Senate Republicans have officially pulled the plug on a $1 billion provision to beef up security for a proposed White House ballroom, yanking it from a revised budget reconciliation bill. The decision, made during the Memorial Day recess, was only formalized Wednesday when the Senate Judiciary Committee released updated text.
This is a real setback for President Donald Trump, who has been twisting arms on Capitol Hill for weeks to get the project approved. He's been especially fired up since a security scare at the annual White House Correspondents' Association dinner back in April.
On Wednesday, the Senate voted 53-47 to move forward with legislation that funds federal agencies, including Immigration and Customs Enforcement (ICE) and the Border Patrol. Lawmakers will now debate the bill and consider amendments before a final vote, which could stretch into Thursday. If it clears the Senate, it heads to the House and then to Trump's desk.
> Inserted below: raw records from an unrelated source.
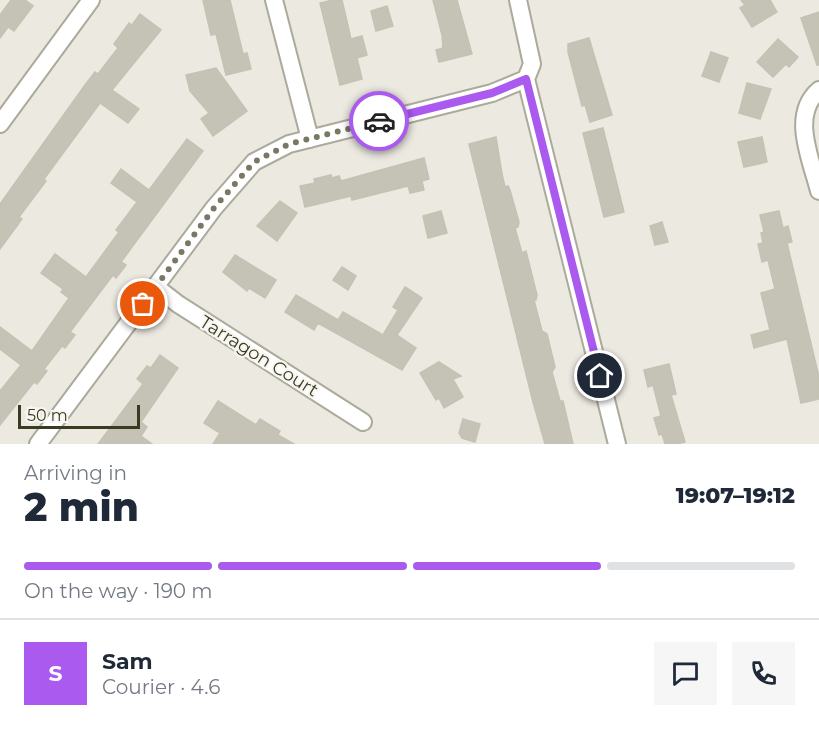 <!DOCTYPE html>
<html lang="en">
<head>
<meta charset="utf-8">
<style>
	:root { --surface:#fff; --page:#f6f6f7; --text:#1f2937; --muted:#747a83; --line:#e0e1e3; --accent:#aa5aef }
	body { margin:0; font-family:Montserrat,sans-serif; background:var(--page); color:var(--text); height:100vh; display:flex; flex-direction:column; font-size:22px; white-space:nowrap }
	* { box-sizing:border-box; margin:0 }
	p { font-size:20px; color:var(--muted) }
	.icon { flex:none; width:33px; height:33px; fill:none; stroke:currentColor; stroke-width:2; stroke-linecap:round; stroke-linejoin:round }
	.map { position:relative; height:444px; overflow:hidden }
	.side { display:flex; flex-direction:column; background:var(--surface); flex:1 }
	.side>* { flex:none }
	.scale { position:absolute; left:18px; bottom:15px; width:122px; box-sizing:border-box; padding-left:6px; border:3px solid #3a3b21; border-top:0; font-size:16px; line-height:21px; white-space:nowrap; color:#3a3b21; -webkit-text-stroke:4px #f7f6f0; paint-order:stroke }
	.pin { position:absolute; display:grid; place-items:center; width:51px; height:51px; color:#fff; margin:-26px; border:3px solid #fff; border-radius:50%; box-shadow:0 2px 6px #0007 }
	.courier { position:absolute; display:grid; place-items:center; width:60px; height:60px; margin:-30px; border:4px solid #aa5aef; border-radius:50%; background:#fff; color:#222; box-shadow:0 2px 8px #0007 }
	.summary em { font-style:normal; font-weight:800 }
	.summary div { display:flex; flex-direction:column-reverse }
	.summary { display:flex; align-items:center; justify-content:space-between; height:102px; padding:0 24px }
	h1 { font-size:39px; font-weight:800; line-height:45px }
	.bar { display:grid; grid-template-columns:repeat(4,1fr); gap:9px 6px; align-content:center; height:72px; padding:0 24px }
	.bar i { height:8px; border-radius:4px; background:var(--line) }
	.bar .current { background:var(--accent) }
	.bar p { grid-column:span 4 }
	.line { display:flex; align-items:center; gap:15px; padding:0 24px; border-top:2px solid var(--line) }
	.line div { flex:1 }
	.round { display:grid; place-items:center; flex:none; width:63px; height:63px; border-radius:0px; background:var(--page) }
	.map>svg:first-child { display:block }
	.building { fill:#c5c3b6; stroke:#c4c2b3; stroke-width:1.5 }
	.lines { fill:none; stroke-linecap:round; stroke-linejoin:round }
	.minor-casing { stroke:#abaa9b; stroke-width:20 }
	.minor { stroke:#fff; stroke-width:16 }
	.done { stroke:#787864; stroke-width:6; stroke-dasharray:0 10.8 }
	.route { stroke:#aa5aef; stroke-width:8 }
	.labels { text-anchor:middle; stroke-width:4.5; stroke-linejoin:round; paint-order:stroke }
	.street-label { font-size:18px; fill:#3a3b21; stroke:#f7f6f0 }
</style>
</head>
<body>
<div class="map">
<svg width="819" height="444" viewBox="0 0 819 444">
	<rect width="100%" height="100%" fill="#ebe9e0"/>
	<path class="building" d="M 11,0 L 25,0 L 33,6 L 14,31 L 8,27 L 0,38 L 0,15 Z
		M 203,0 L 230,0 L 243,54 L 247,53 L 251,69 L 226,75 L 216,34 L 211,35 Z
		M 333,0 L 342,0 L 351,39 L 362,36 L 367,55 L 357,58 L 362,79 L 340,85 L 320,3 Z
		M 433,0 L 457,0 L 472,54 L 439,62 L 436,50 L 443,48 L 442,35 Z
		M 741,0 L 770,0 L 777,12 L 752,27 L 740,8 L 745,5 Z
		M 387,6 L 393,26 L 376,31 L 371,11 Z
		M 819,12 L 819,65 L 817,65 L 801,18 Z
		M 140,14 L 161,30 L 112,90 L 139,109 L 128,123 L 100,103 L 44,179 L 46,181 L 19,217 L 22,219 L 0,249 L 0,204 L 85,85 L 95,72 L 98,74 L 118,48 L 114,44 L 129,23 L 132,25 Z
		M 589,38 L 612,115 L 590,122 L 585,105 L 582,106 L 568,52 L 568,44 Z
		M 778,39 L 798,57 L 789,67 L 786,64 L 773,77 L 757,62 Z
		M 711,52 L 728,58 L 719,82 L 702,76 Z
		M 216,68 L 247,111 L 213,136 L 201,119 L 209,113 L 190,91 L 186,75 Z
		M 747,83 L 771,89 L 760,119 L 739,113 Z
		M 603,128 L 624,212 L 604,217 L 583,133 Z
		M 496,137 L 502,174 L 505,187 L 508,186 L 510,190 L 519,222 L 518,227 L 515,228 L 522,253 L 526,251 L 537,295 L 536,300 L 534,300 L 542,331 L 547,334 L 555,367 L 552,372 L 560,401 L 563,401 L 573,444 L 545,444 L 533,402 L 469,144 Z
		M 762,137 L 767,162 L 744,167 L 738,142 Z
		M 187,139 L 203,151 L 121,262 L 126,265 L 116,278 L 113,275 L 70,332 L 75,335 L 65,348 L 62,346 L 44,369 L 47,371 L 37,384 L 34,382 L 0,425 L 0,391 L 21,365 L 0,349 L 0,327 L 32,351 L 69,298 L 61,292 L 63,289 L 41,273 L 55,254 L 86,277 L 119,232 L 116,230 L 137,202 L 111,183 L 121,169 L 149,190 Z
		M 424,158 L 429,179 L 422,181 L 424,190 L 410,193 L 408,186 L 352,200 L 351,196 L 305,207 L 300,186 L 315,183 L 314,179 L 331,175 L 332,178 L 339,176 L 341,181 Z
		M 280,201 L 297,213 L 277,241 L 257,226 Z
		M 441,211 L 447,233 L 428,238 L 423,216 Z
		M 779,211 L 783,228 L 788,226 L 792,242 L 787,243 L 819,377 L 819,399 L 801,403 L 787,339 L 754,348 L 751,335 L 770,330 L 761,293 L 775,289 L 768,260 L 762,262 L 758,244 L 763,243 L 761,233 L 764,232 L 760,215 Z
		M 662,222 L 668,242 L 655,245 L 650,226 Z
		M 235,255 L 276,280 L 265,298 L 249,288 L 247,291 L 223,272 Z
		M 342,267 L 356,276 L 348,290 L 333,280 Z
		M 405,287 L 422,298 L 397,335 L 416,348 L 402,370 L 318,323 L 314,330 L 285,312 L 296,295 L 338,320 L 343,312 L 383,335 L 398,310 L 393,307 Z
		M 160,355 L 178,368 L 141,422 L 147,427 L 141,436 L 152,444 L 98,444 L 143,384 L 137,379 L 147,366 L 151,368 Z
		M 439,362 L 461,376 L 453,379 L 463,397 L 444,408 L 439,398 L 436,400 L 420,373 Z
		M 669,364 L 676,394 L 671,395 L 685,442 L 677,444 L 665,444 L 662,434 L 659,435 L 654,418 L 661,416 L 653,385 L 648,387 L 644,370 Z
		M 218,401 L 256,425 L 260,419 L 280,431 L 278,435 L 294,444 L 213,444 L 220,433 L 204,423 Z
		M 463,419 L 480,424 L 475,442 L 462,438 L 459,433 Z"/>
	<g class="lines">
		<defs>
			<path id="minor" d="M 274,0 L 310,139
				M 518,0 L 532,64 L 526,79 L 617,444
				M 819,90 C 790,115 811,159 819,191
				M 0,124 L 91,0
				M 156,287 L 178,304 L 363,422
				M 38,444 L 214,208 L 254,162 L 289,144 L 492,93 L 526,79"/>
		</defs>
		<use href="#minor" class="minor-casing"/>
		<use href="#minor" class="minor"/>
	</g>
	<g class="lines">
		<path class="done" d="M 143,304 L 214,208 L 254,162 L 289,144 L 379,121"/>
		<path class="route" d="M 379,121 L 492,93 L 526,79 L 600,376"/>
	</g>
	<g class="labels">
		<g class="street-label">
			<text transform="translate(259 356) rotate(32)" y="6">Tarragon Court</text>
		</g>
	</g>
</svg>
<div class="scale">50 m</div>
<div class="pin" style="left:143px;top:304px;background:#ea580c"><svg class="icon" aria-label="bag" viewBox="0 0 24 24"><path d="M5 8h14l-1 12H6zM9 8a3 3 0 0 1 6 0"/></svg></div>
<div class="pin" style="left:600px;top:376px;background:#1f2937"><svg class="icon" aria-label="home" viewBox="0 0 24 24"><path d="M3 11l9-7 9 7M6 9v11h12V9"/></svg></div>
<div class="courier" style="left:379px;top:121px"><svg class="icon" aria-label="car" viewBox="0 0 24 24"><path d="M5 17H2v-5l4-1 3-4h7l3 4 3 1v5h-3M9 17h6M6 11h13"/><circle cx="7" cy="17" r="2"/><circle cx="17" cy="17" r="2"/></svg></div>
</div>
<section class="side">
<div class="summary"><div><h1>2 min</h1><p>Arriving in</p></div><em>19:07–19:12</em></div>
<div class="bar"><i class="current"></i><i class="current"></i><i class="current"></i><i></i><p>On the way · 190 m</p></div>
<div class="line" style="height:108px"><b class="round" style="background:var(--accent);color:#fff">S</b><div><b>Sam</b><p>Courier · 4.6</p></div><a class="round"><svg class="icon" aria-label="chat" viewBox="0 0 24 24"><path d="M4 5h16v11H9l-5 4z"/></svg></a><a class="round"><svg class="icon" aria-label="phone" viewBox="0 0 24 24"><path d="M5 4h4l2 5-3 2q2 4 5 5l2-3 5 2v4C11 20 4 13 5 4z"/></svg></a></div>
</section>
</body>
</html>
The ballroom funding had become a political lightning rod. Senate Homeland Security Committee Chairman Rand Paul (R-Ky.) had expressed doubts, suggesting the $1 billion price tag might not even fall under his committee's jurisdiction. Meanwhile, Sen. Chuck Schumer (D-NY) was sharpening his knives, vowing to fight it tooth and nail. On Wednesday, Schumer took to the Senate floor, declaring, "Even without Trump's $1 billion taxpayer-funded ballroom … the bill is rotten through-and-through."
The move follows a pattern: the Trump administration had already scrapped plans for a $1.8 billion "anti-weaponization" fund after pushback from Senate Republicans.
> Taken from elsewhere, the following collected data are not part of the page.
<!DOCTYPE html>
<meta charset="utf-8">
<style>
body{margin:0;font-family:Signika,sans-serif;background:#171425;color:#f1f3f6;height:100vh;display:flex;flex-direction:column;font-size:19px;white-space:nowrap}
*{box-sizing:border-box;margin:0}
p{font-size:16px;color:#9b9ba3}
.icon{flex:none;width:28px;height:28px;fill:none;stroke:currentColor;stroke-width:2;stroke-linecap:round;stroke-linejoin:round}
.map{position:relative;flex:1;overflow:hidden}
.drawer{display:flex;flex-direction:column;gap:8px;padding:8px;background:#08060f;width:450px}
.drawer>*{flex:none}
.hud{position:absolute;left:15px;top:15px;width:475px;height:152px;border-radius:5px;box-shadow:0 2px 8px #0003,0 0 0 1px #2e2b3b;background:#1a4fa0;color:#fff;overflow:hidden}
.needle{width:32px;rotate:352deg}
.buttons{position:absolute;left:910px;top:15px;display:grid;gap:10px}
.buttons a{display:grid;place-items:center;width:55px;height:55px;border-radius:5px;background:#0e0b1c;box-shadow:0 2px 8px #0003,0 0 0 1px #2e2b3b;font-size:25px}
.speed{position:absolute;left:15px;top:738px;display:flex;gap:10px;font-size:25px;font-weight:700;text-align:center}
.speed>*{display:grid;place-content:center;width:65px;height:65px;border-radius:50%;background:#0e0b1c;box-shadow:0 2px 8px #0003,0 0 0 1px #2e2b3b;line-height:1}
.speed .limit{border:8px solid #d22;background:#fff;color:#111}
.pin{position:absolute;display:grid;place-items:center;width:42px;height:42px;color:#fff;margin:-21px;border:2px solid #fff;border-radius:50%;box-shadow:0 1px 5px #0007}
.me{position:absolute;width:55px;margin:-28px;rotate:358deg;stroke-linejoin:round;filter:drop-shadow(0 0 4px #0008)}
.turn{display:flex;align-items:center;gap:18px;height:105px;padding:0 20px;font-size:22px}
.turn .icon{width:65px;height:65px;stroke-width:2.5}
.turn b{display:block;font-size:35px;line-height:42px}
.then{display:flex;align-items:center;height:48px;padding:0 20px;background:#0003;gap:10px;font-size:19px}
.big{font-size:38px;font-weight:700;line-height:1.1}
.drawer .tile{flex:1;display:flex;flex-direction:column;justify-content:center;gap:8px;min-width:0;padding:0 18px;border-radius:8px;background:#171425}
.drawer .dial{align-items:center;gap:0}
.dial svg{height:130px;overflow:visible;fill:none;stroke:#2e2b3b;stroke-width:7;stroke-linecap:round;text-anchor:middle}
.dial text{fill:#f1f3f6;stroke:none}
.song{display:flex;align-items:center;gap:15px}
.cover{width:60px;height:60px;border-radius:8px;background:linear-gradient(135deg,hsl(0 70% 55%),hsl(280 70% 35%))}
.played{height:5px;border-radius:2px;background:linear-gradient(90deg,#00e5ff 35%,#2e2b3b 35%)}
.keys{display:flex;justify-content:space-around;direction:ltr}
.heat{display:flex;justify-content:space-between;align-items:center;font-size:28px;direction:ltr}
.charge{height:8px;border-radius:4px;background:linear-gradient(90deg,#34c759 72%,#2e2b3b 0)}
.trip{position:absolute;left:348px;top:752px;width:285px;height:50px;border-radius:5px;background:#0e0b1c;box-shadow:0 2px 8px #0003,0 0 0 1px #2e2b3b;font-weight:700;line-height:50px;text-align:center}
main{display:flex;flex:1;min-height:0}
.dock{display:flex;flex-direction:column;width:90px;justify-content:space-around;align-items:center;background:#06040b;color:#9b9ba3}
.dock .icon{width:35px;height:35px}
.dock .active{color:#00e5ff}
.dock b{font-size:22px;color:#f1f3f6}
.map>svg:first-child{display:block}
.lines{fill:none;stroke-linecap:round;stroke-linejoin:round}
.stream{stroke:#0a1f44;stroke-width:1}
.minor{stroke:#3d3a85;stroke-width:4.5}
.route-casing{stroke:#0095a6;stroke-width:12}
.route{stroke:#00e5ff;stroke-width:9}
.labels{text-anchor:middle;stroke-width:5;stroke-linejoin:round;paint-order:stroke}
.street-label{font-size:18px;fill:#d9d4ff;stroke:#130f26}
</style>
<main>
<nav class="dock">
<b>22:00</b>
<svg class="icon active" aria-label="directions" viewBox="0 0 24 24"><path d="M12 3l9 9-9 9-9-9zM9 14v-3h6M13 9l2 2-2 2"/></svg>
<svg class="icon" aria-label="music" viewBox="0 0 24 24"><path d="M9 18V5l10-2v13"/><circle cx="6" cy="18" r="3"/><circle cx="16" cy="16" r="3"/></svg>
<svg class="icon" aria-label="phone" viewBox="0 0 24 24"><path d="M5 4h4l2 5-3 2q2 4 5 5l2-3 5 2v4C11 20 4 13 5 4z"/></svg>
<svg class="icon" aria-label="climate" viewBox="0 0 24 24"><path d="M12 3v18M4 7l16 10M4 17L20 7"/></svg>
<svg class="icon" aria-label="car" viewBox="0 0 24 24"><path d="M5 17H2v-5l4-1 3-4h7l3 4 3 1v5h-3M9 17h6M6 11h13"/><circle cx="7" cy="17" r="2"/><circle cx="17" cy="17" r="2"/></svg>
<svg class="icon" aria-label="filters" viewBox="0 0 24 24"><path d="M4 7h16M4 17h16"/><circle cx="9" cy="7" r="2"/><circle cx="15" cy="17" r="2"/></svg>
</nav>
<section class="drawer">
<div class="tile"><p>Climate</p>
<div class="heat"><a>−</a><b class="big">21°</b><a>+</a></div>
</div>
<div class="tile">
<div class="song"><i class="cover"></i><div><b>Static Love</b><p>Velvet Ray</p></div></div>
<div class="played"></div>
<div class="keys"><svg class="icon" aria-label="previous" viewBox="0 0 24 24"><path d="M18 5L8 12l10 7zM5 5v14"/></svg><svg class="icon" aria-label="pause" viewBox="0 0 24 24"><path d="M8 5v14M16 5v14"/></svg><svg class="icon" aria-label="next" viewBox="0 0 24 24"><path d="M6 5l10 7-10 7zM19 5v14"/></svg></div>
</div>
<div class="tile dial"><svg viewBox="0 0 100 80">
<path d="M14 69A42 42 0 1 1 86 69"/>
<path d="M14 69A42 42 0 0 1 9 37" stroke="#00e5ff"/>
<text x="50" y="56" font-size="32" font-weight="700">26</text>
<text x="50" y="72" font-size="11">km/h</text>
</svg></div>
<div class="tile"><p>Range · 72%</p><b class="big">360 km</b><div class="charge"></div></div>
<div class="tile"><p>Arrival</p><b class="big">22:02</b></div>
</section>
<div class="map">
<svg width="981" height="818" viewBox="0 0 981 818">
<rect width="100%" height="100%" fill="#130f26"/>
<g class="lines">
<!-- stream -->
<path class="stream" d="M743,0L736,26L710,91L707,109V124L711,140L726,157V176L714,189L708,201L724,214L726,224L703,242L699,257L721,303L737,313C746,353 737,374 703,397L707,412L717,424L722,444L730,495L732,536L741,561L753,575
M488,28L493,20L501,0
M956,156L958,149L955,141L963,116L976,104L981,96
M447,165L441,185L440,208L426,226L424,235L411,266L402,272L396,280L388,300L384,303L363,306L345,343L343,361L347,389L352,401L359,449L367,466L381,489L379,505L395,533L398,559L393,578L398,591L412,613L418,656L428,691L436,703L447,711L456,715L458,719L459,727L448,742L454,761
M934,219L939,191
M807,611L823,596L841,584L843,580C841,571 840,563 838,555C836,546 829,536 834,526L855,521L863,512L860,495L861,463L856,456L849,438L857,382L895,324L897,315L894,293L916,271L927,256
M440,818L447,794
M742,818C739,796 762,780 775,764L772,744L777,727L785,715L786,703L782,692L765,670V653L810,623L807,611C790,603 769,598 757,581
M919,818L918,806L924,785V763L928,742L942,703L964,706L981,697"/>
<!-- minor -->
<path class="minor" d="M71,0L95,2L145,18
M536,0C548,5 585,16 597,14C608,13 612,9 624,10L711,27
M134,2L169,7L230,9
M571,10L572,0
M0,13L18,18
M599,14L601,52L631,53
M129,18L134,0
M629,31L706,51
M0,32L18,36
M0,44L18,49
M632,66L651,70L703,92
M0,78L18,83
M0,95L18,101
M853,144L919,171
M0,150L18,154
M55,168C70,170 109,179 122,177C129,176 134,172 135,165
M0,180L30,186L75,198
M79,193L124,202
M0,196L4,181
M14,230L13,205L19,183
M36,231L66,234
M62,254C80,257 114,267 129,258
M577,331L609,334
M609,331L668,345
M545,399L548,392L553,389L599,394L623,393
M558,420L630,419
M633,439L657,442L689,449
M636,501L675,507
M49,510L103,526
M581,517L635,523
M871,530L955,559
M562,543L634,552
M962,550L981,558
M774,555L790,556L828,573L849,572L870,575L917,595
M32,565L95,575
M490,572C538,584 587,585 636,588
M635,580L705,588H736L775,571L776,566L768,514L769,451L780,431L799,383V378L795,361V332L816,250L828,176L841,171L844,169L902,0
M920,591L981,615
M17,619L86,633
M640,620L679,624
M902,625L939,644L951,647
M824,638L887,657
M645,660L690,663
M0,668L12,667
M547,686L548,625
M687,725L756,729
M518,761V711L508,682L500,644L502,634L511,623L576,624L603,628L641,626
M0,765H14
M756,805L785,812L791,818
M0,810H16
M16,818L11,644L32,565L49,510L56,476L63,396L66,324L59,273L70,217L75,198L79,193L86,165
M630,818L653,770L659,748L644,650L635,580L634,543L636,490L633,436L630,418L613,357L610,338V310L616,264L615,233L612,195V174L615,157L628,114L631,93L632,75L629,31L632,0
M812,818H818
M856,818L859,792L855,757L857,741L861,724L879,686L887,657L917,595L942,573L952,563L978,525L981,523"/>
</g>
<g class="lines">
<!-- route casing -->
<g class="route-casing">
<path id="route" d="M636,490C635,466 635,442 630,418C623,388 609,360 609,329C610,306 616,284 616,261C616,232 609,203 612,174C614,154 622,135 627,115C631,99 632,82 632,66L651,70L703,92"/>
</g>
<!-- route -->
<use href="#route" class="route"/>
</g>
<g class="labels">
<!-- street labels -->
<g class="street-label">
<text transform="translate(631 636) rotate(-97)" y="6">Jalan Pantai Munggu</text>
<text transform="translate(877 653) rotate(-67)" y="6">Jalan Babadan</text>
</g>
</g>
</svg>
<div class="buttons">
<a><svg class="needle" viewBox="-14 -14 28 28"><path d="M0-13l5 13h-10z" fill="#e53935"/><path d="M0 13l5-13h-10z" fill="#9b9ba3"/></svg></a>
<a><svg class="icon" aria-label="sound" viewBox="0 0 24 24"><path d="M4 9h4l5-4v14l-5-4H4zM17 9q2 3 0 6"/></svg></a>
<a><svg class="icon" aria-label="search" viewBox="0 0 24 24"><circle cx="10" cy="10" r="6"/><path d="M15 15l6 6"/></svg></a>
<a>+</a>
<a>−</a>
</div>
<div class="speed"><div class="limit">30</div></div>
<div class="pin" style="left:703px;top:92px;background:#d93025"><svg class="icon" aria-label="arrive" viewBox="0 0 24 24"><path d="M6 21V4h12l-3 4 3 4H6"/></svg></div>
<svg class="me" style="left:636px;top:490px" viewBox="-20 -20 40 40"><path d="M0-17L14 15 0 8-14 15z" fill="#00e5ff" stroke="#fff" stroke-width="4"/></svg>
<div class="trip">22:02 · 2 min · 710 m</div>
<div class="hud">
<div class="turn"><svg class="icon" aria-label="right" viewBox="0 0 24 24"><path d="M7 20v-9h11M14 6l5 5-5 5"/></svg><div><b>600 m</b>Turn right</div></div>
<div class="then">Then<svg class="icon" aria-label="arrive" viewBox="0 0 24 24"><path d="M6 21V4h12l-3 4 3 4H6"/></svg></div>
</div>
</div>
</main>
Trump has been adamant that the ballroom is a national security necessity. He even called for a lawsuit blocking a proposed White House "DronePort" to be dismissed. Last week, he defended the ballroom expansion, brushing off cost overrun reports. The original $200 million estimate, he said, was too low for handling events, meetings, and future inaugurations. The project was doubled in size and upgraded, bringing the revised cost to under $400 million—though critics note the security add-ons pushed it to $1 billion.
For now, Trump's ballroom dream is on hold, and the budget bill moves forward without it.